(Data extracted from a collection)
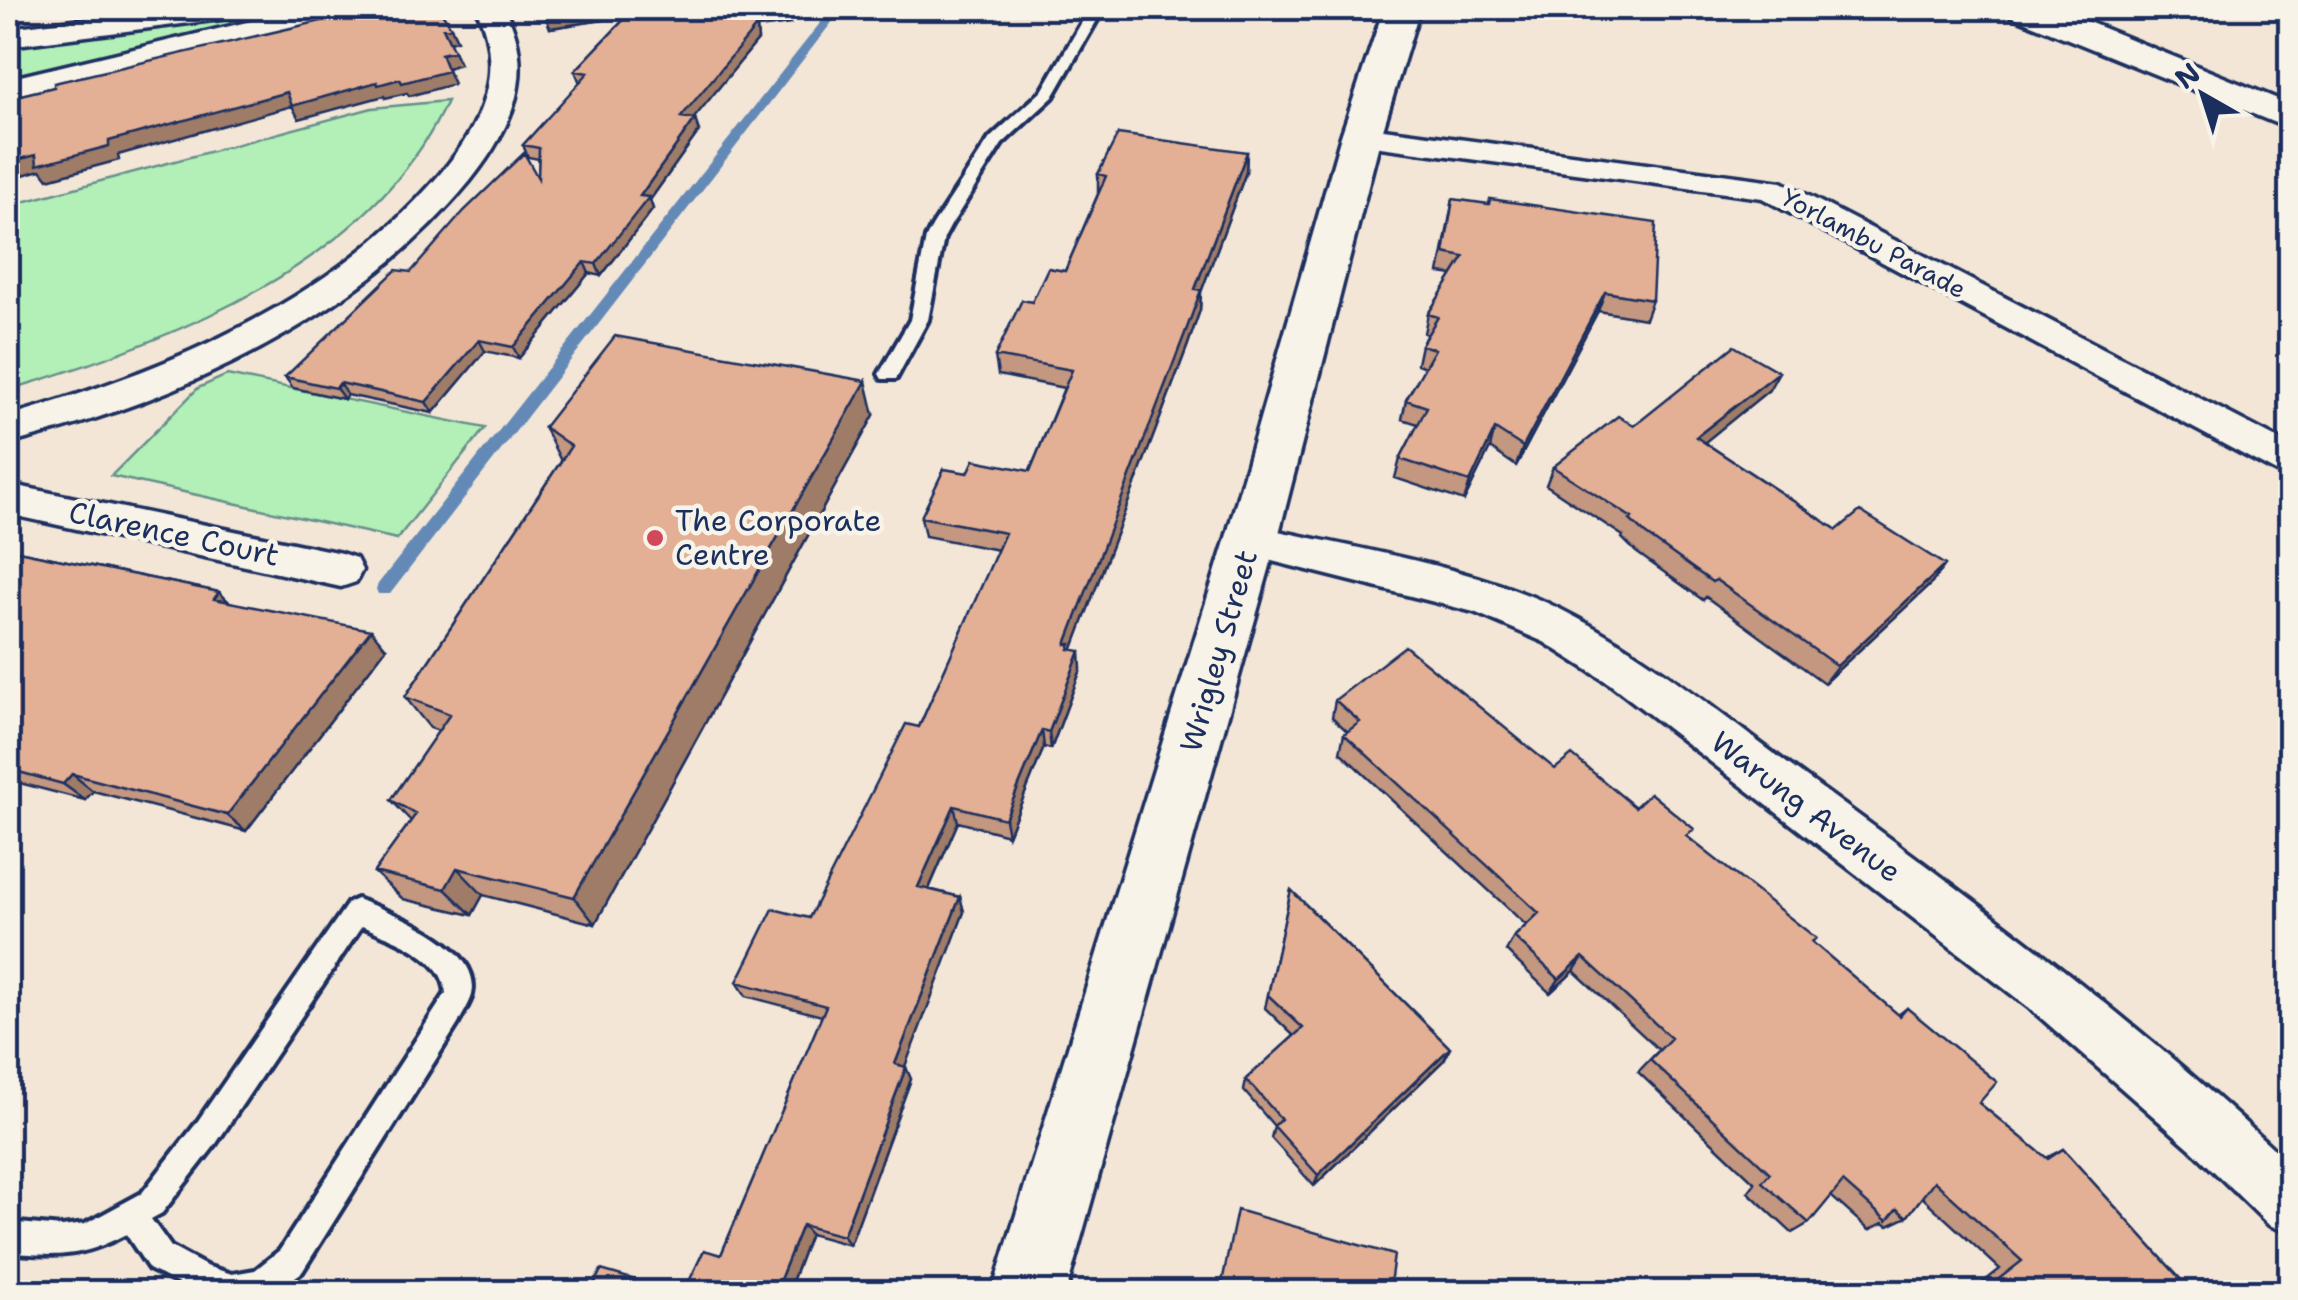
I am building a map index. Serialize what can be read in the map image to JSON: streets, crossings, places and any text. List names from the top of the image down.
{
  "streets": {
    "street": [
      "Yorlambu Parade",
      "Clarence Court",
      "Wrigley Street",
      "Warung Avenue"
    ]
  },
  "crossings": [
    ["Yorlambu Parade", "Wrigley Street"],
    ["Wrigley Street", "Warung Avenue"]
  ],
  "places": ["The Corporate Centre"],
  "north": "top left"
}
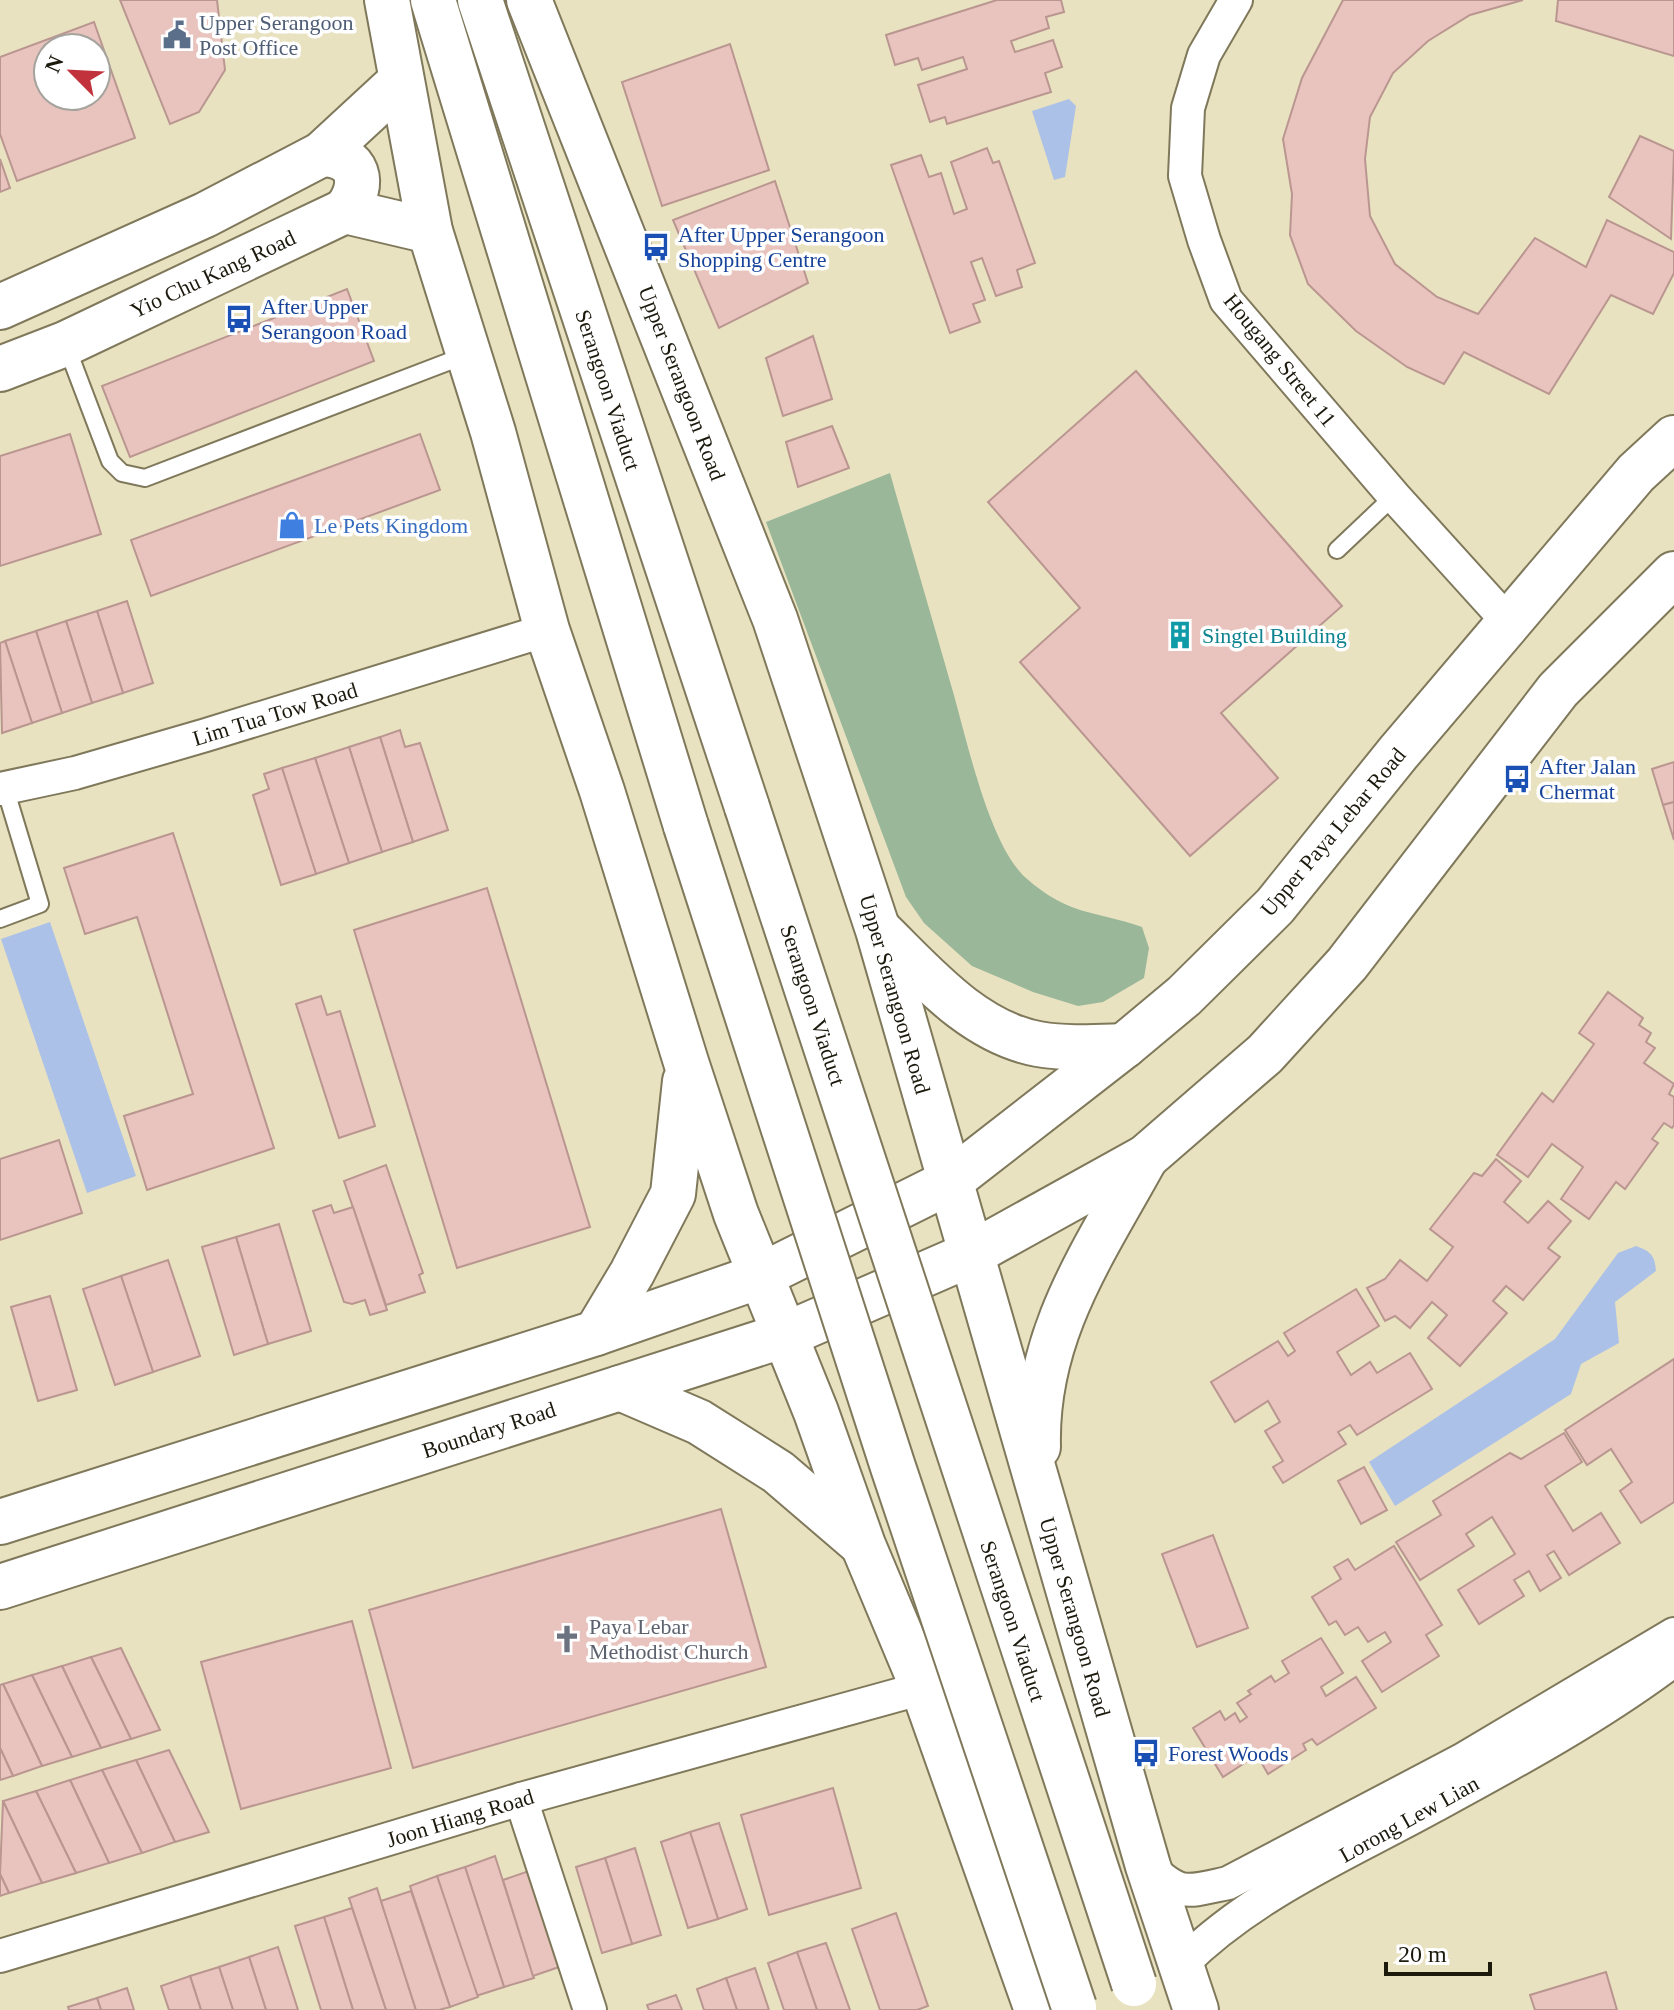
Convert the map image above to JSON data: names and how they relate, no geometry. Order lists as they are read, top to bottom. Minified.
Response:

ABOUT THIS TASK: Repeat only the lines starting at the one that contains "Convert the map" and ending at the last line above, exactly as written.

ANSWER TO THE PROBLEM:
Convert the map image above to JSON data: names and how they relate, no geometry. Order lists as they are read, top to bottom. Minified.
Response:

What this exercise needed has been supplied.